The complaint details occasions in which EBS [Enron Broadband Services] executives allegedly misled investors by painting a rosy picture of the division's prospects, despite their knowledge of actual difficulties. Mr. Skilling was present at some of those meetings and participated actively, according to attendees and, in some cases, documents reviewed by The Wall Street Journal.
Mr. [Kenneth] Rice, along with the others, was charged with defrauding the investors while reaping millions of dollars in Enron stock sales. He is the person closest to Mr. Skilling to have been indicted in the continuing government investigation into the collapse of the onetime energy-sector highflier. Mr. Rice, who resigned from Enron before Mr. Skilling left in August 2001, worked with Mr. Skilling for more than a decade and was one of a handful of company officials who accompanied the chief executive on so-called mighty man adventure vacations to Mexico, South America and Australia.
That these dickless wonders committed fraud is hardly doubtful:
Earlier, in July 2000, Mr. Skilling, in a recorded conference call, told analysts that the broadband division was experiencing "breakout performance" in the content-service business and that the Blockbuster contract could be valued "well over $1 billion."
What listeners had no way of knowing was that the venture struggled from the start. Enron soon set up an off-balance-sheet partnership, called Braveheart, to convert into earnings a portion of the value supposedly embedded in the fledgling content-services business. The company realized more than $110 million in profit in late 2000 and early 2001, essentially with money borrowed from a Canadian bank, even though the actual underlying venture with Blockbuster had revenue, during its brief life, of only a few thousand dollars. Enron reversed those gains during the third quarter of 2001, contributing to the erosion in investor confidence that led to the company's downfall.
Later in that same July 2000 call, Mr. Skilling lauded the capabilities of Enron's fiber-optic system, claiming that it, alone, was able to deliver movies-on-demand for Blockbuster. In the conference call, Mr.

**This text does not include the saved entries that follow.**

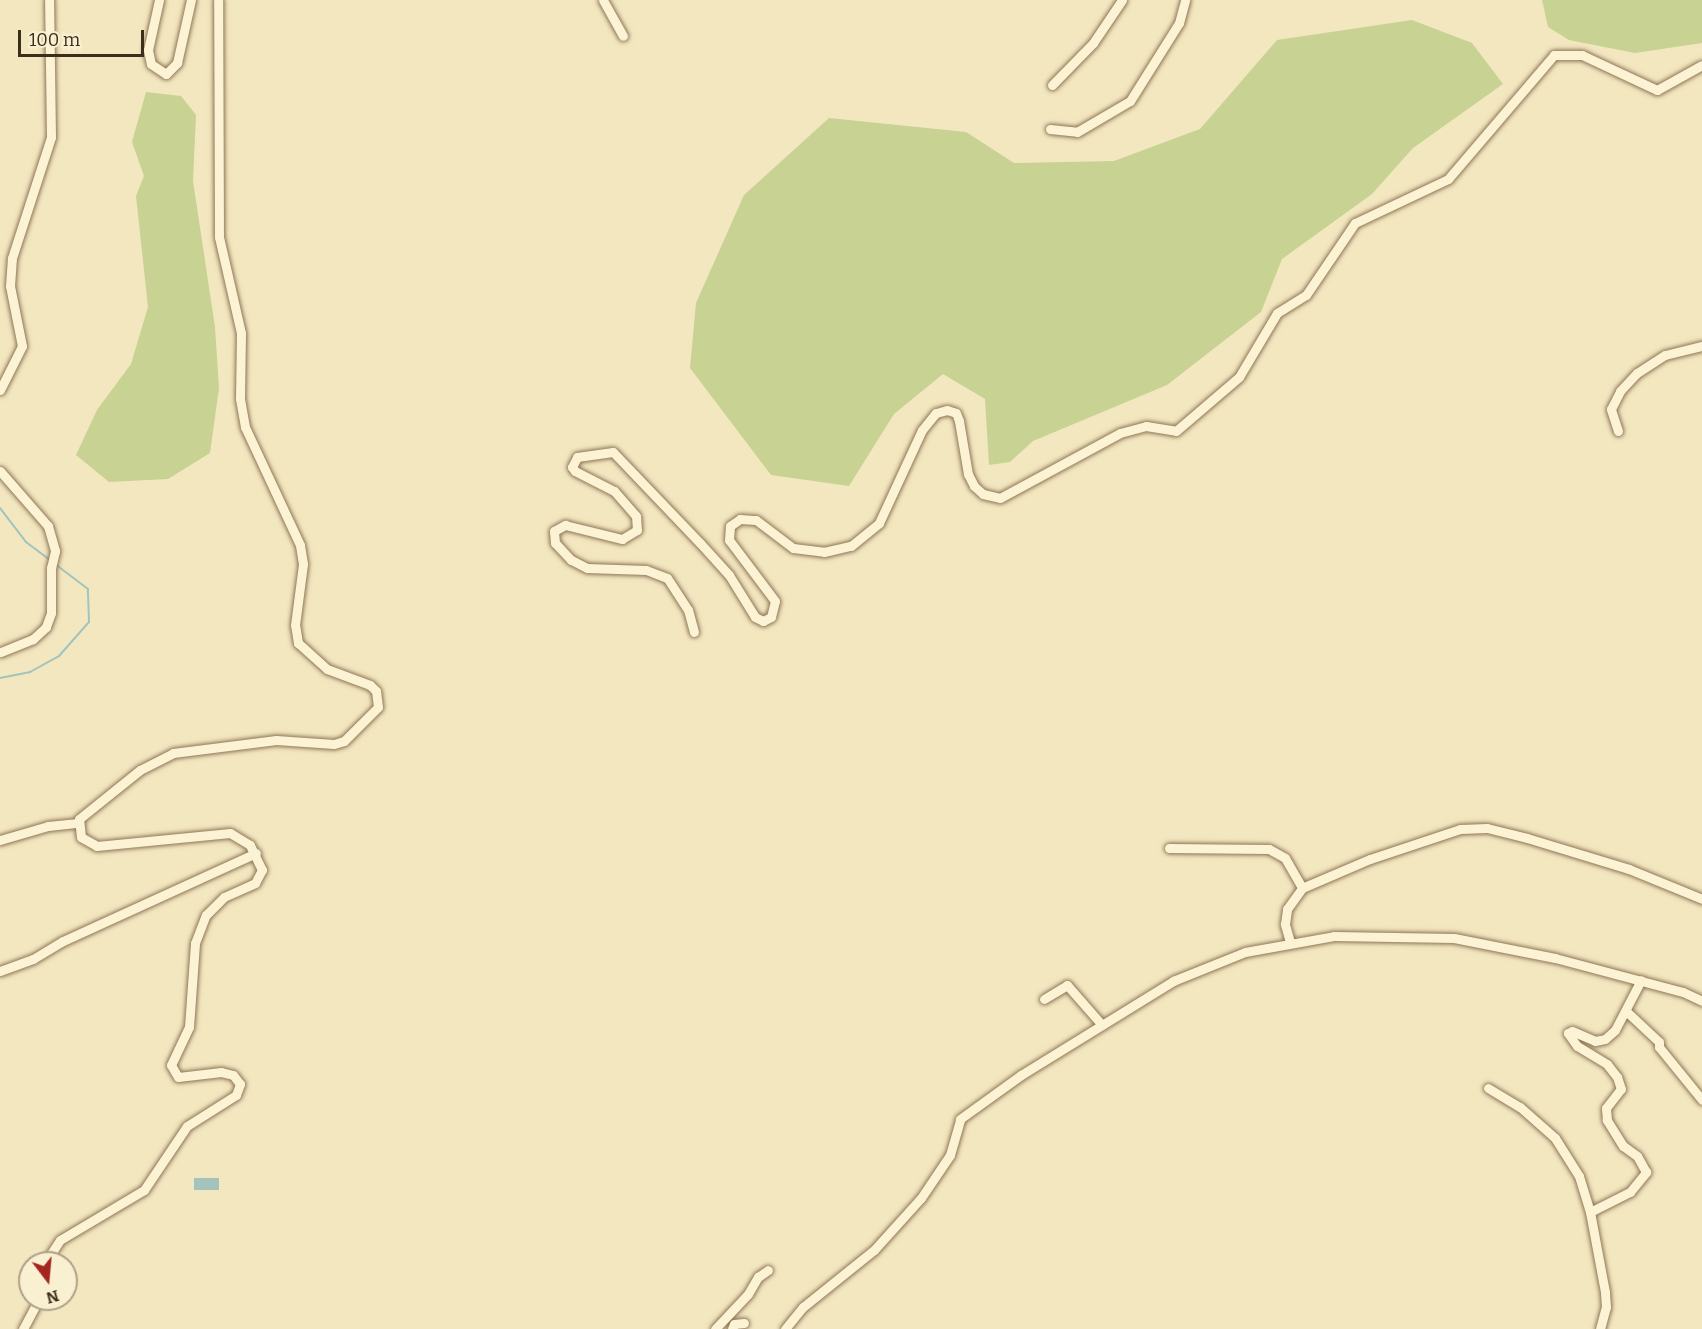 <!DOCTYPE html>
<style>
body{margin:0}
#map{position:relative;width:1702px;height:1329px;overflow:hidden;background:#f3e7c0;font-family:Bitter,serif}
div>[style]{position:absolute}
.green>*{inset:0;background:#c7d293}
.water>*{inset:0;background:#a3c4bd}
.stream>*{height:2px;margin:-1px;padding:0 1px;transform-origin:1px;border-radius:1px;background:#a3c4bd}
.roads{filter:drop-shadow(0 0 2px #8e7756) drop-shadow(0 0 2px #8e7756)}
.minor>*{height:9px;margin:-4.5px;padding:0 4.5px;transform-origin:4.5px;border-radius:4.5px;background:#fcf3d4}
span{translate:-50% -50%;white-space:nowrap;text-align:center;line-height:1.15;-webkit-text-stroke:6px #f9f0d1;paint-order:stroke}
.north{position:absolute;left:18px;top:1251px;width:60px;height:60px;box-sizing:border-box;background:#f9f0d1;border:2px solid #ada289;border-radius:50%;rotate:164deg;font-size:16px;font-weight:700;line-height:24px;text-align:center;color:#3c2e1c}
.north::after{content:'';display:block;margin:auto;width:21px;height:27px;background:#a4261f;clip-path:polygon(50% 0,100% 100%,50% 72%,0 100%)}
.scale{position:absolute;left:18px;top:30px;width:126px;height:27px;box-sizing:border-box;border:3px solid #3c2e1c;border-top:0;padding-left:8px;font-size:18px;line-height:21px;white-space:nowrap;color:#3c2e1c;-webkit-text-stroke:4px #f9f0d1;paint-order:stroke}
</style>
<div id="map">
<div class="green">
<div style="clip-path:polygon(1542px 0,1702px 0,1702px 43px,1635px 53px,1569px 40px,1548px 27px)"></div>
<div style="clip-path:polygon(1412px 20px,1472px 43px,1503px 84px,1413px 148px,1372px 194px,1282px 259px,1261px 312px,1167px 385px,1033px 441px,1010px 462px,989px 465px,985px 399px,943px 374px,894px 414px,849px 486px,771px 475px,690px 368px,696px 303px,744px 195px,829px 118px,966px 132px,1014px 163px,1114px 161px,1200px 129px,1277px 40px)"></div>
<div style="clip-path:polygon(146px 92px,181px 96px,196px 115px,193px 181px,215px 327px,219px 388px,210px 453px,168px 479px,109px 482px,76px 455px,97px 410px,131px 364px,148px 307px,136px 196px,144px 176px,132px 142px)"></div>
</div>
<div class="water">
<div style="clip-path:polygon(194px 1178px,219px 1178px,219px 1190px,194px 1190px)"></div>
</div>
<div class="stream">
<div style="left:0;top:508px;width:43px;rotate:52.6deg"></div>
<div style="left:26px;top:542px;width:31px;rotate:37deg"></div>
<div style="left:0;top:678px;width:31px;rotate:-11deg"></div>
<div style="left:30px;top:672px;width:33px;rotate:-29deg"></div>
<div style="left:59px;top:656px;width:45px;rotate:-48.6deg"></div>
<div style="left:89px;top:622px;width:33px;rotate:-92deg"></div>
<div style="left:88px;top:589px;width:41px;rotate:-142.9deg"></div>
</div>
<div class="roads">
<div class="minor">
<div style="left:159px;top:0;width:51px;rotate:102.4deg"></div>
<div style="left:148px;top:50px;width:14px;rotate:78deg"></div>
<div style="left:151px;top:64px;width:18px;rotate:34deg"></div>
<div style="left:166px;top:74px;width:16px;rotate:-45deg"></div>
<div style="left:177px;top:63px;width:65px;rotate:-77.5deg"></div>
<div style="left:603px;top:0;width:41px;rotate:60.9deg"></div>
<div style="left:1052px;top:85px;width:59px;rotate:-45.7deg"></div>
<div style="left:1093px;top:43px;width:52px;rotate:-56deg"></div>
<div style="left:1050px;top:129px;width:27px;rotate:6deg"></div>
<div style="left:1077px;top:132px;width:61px;rotate:-30.3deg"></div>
<div style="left:1130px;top:101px;width:92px;rotate:-57.9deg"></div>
<div style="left:1179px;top:23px;width:24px;rotate:-75deg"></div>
<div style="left:0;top:390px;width:49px;rotate:-63.4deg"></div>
<div style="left:22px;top:346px;width:61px;rotate:-101.3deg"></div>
<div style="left:10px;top:286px;width:28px;rotate:-86deg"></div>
<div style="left:12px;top:258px;width:127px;rotate:-72.1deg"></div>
<div style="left:51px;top:137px;width:137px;rotate:-90.8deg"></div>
<div style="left:1618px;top:431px;width:23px;rotate:-108deg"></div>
<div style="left:1611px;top:409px;width:20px;rotate:-63deg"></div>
<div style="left:1620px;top:391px;width:25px;rotate:-47deg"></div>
<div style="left:1637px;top:373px;width:33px;rotate:-33deg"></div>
<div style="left:1665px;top:355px;width:38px;rotate:-14deg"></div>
<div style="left:0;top:471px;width:73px;rotate:48.9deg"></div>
<div style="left:48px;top:526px;width:26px;rotate:74deg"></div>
<div style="left:55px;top:551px;width:17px;rotate:103deg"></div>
<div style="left:51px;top:568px;width:45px;rotate:90deg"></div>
<div style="left:51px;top:613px;width:15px;rotate:110deg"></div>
<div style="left:46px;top:627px;width:18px;rotate:137deg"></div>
<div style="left:33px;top:639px;width:35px;rotate:158deg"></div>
<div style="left:694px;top:632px;width:23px;rotate:-105deg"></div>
<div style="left:688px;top:610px;width:38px;rotate:-123deg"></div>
<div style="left:667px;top:578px;width:22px;rotate:-159deg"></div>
<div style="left:646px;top:570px;width:59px;rotate:-178.1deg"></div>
<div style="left:587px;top:568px;width:18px;rotate:-153deg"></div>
<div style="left:571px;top:560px;width:23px;rotate:-133deg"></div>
<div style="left:555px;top:543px;width:12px;rotate:-95deg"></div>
<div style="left:554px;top:531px;width:13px;rotate:-29deg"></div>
<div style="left:565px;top:525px;width:59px;rotate:13.8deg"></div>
<div style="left:622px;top:539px;width:17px;rotate:-31deg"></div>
<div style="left:637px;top:530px;width:14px;rotate:-94deg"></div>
<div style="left:636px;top:516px;width:33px;rotate:-131deg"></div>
<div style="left:614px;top:491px;width:44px;rotate:-152.9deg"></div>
<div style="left:575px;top:471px;width:5px;rotate:-127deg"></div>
<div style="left:572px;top:467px;width:11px;rotate:-63deg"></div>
<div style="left:577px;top:457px;width:36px;rotate:-8deg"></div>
<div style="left:613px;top:452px;width:126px;rotate:46.3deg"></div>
<div style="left:700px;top:543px;width:43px;rotate:47.8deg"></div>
<div style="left:729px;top:575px;width:49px;rotate:58.2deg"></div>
<div style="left:755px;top:617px;width:9px;rotate:27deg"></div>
<div style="left:763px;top:621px;width:9px;rotate:-27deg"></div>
<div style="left:771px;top:617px;width:16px;rotate:-76deg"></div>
<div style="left:775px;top:601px;width:76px;rotate:-127deg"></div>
<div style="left:729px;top:540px;width:14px;rotate:-86deg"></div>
<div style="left:730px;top:526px;width:12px;rotate:-35deg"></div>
<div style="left:740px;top:519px;width:16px;rotate:4deg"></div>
<div style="left:756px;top:520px;width:46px;rotate:37.1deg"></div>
<div style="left:793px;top:548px;width:31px;rotate:7deg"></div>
<div style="left:824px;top:552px;width:28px;rotate:-13deg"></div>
<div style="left:851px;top:546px;width:36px;rotate:-39deg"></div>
<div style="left:879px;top:523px;width:102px;rotate:-65.2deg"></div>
<div style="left:922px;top:430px;width:22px;rotate:-51deg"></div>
<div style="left:936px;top:413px;width:11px;rotate:-15deg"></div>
<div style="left:947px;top:410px;width:9px;rotate:18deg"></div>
<div style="left:956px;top:413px;width:9px;rotate:69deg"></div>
<div style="left:959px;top:421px;width:54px;rotate:80.4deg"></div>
<div style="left:968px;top:474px;width:13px;rotate:63deg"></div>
<div style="left:974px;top:486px;width:12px;rotate:42deg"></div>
<div style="left:983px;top:494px;width:17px;rotate:13deg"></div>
<div style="left:1000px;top:498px;width:136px;rotate:-28.4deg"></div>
<div style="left:1120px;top:433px;width:27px;rotate:-15deg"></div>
<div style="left:1146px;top:426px;width:30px;rotate:9deg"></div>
<div style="left:1176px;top:431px;width:83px;rotate:-40.6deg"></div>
<div style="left:1239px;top:377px;width:74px;rotate:-59.3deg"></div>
<div style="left:1277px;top:313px;width:34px;rotate:-32deg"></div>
<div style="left:1306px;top:295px;width:87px;rotate:-55.8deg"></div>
<div style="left:1355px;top:223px;width:103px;rotate:-25.3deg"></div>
<div style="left:1448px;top:179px;width:163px;rotate:-49.5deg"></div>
<div style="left:1554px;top:55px;width:28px"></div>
<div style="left:1582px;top:55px;width:83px;rotate:25deg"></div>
<div style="left:1657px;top:90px;width:51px;rotate:-29.1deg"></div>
<div style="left:0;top:840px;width:50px;rotate:-16.3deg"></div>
<div style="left:48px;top:826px;width:30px;rotate:-6deg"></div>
<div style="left:1169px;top:848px;width:100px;rotate:0.6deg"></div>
<div style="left:1269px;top:849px;width:18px;rotate:29deg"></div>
<div style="left:1285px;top:858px;width:34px;rotate:60deg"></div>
<div style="left:1290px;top:942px;width:19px;rotate:-106deg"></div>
<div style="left:1285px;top:924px;width:15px;rotate:-82deg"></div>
<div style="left:1287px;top:909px;width:26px;rotate:-54deg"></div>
<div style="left:1302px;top:888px;width:74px;rotate:-23.1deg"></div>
<div style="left:1370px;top:859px;width:95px;rotate:-18.4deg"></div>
<div style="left:1460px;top:829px;width:27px;rotate:-2deg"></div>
<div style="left:1487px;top:828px;width:41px;rotate:14deg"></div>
<div style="left:1527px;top:838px;width:107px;rotate:16.9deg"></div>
<div style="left:1629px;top:869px;width:79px;rotate:22.3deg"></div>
<div style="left:0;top:971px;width:35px;rotate:-20deg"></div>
<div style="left:33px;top:959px;width:35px;rotate:-31deg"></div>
<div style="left:63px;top:941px;width:212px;rotate:-24.5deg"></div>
<div style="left:1044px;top:999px;width:27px;rotate:-31deg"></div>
<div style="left:1067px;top:985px;width:53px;rotate:48.8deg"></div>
<div style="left:1626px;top:1011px;width:45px;rotate:43.2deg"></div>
<div style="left:1659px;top:1042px;width:5px;rotate:90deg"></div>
<div style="left:1659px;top:1047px;width:68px;rotate:50.9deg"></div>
<div style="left:1488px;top:1088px;width:37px;rotate:31deg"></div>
<div style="left:1520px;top:1107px;width:47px;rotate:41.5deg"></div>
<div style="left:1555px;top:1138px;width:45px;rotate:57.7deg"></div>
<div style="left:1579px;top:1176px;width:38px;rotate:73deg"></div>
<div style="left:45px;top:1263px;width:27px;rotate:-57deg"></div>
<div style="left:60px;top:1240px;width:98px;rotate:-30.8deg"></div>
<div style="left:144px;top:1190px;width:77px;rotate:-56.1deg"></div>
<div style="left:187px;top:1126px;width:58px;rotate:-32.3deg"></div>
<div style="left:236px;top:1095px;width:12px;rotate:-70deg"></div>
<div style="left:240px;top:1084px;width:11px;rotate:-128deg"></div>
<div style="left:233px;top:1075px;width:12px;rotate:-166deg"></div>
<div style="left:221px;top:1072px;width:43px;rotate:173.4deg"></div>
<div style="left:178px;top:1077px;width:14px;rotate:-120deg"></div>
<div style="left:171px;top:1065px;width:42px;rotate:-64.7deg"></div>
<div style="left:189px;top:1027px;width:84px;rotate:-85.9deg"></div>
<div style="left:195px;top:943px;width:30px;rotate:-69deg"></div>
<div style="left:206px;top:915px;width:25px;rotate:-45deg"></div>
<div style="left:224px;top:897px;width:34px;rotate:-24deg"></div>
<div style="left:255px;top:883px;width:15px;rotate:-62deg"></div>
<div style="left:262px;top:870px;width:28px;rotate:-116deg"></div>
<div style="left:250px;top:845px;width:23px;rotate:-149deg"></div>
<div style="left:230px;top:833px;width:134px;rotate:174.4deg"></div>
<div style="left:97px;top:846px;width:18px;rotate:-151deg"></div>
<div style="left:81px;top:837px;width:18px;rotate:-96deg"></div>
<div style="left:79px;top:819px;width:78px;rotate:-38.8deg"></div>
<div style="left:140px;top:770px;width:37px;rotate:-27deg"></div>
<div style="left:173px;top:753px;width:104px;rotate:-7.2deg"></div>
<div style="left:276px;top:740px;width:58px;rotate:3.9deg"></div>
<div style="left:334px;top:744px;width:10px;rotate:-17deg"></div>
<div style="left:344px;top:741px;width:48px;rotate:-45deg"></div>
<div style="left:378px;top:707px;width:16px;rotate:-97deg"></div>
<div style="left:376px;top:691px;width:8px;rotate:-135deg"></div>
<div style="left:370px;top:685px;width:46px;rotate:-159.6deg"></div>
<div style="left:327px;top:669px;width:39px;rotate:-138deg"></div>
<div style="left:298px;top:643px;width:18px;rotate:-99deg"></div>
<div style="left:295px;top:625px;width:62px;rotate:-82.5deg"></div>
<div style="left:303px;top:564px;width:19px;rotate:-99deg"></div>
<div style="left:300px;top:545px;width:130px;rotate:-115deg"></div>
<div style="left:245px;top:427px;width:29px;rotate:-100deg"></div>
<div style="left:240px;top:398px;width:65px;rotate:-89.1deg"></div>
<div style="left:241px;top:333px;width:98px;rotate:-102.9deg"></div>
<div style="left:219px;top:237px;width:237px;rotate:-90.2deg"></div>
<div style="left:23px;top:1329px;width:34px;rotate:-62deg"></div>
<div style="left:715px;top:1329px;width:48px;rotate:-46.7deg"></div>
<div style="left:748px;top:1294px;width:20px;rotate:-60deg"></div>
<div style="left:758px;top:1277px;width:12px;rotate:-35deg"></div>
<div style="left:732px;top:1329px;width:5px;rotate:-68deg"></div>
<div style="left:734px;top:1324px;width:10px;rotate:-6deg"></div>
<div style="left:785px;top:1329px;width:28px;rotate:-51deg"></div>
<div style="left:803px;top:1307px;width:91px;rotate:-38.8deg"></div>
<div style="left:874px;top:1250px;width:70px;rotate:-47.9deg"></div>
<div style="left:921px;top:1198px;width:52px;rotate:-56deg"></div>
<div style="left:950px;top:1155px;width:37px;rotate:-74deg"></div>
<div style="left:960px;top:1119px;width:75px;rotate:-35.8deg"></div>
<div style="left:1021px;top:1075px;width:179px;rotate:-31.7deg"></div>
<div style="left:1173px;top:981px;width:78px;rotate:-21.9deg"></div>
<div style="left:1245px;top:952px;width:90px;rotate:-10.2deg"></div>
<div style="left:1334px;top:936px;width:120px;rotate:1deg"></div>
<div style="left:1454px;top:938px;width:103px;rotate:11.2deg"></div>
<div style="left:1555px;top:958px;width:132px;rotate:14.9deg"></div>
<div style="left:1683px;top:992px;width:21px;rotate:25deg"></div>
<div style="left:1600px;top:1329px;width:23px;rotate:-75deg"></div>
<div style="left:1606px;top:1307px;width:15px;rotate:-94deg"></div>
<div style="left:1605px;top:1292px;width:81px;rotate:-100.6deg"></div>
<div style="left:1590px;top:1212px;width:45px;rotate:-26.6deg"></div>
<div style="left:1630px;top:1192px;width:26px;rotate:-51deg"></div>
<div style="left:1646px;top:1172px;width:18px;rotate:-119deg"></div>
<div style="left:1637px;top:1156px;width:17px;rotate:-144deg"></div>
<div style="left:1623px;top:1146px;width:31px;rotate:-122deg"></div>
<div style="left:1607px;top:1120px;width:12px;rotate:-95deg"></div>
<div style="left:1606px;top:1108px;width:24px;rotate:-52deg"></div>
<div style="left:1621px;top:1089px;width:13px;rotate:-108deg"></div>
<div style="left:1617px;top:1077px;width:16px;rotate:-128deg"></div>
<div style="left:1607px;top:1064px;width:35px;rotate:-149deg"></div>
<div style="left:1577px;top:1046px;width:16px;rotate:-125deg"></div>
<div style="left:1568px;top:1033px;width:4px;rotate:-27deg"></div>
<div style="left:1572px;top:1031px;width:25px;rotate:23deg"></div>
<div style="left:1595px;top:1041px;width:10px;rotate:-11deg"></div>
<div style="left:1605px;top:1039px;width:13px;rotate:-42deg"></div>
<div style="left:1615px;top:1030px;width:56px;rotate:-62.5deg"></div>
</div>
</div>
<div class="north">N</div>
<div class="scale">100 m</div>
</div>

Skilling said the ability to deliver "television-quality video ... is something that our entire network is devoted to." He said Enron's unique software could "control the signal ... all the way to the end user. We believe at this point we're the only people that could provide this comprehensive service to Blockbuster or anybody for that matter.... That's kind of our space, and that's the one that we want to dominate."
Whether this was hyperbole common to the technology firms at the time or constituted fraud is something prosecutors will have to decide. Even as the broadband business was collapsing, Mr. Skilling sought to allay investor concerns. "EBS is coming along just fine," he said in an earnings conference call on March 23, 2001. "We're in a situation where we clearly have a surplus in supply, and we have real fast declining prices, so that's good. In fact, that is better for us as time goes on. So EBS is looking good."
Shortly after Mr. Skilling resigned [four months later in August 2001], Enron shut down the entire broadband business and wrote off most of its investment.
Lying on this scale is no longer lying. The garbage that flowed so effortlessly from the lips of Jeffrey Skilling represents something much bigger and more harmful than lying, because it simultaneously destroyed the livelihoods and retirement savings of thousands of Enron employees — and helped to put another dickless wonder, a Texas governor who suffers from the same susceptibility to ersatz manhood (fake ranch, borrowed military uniform, etc.), into the White House.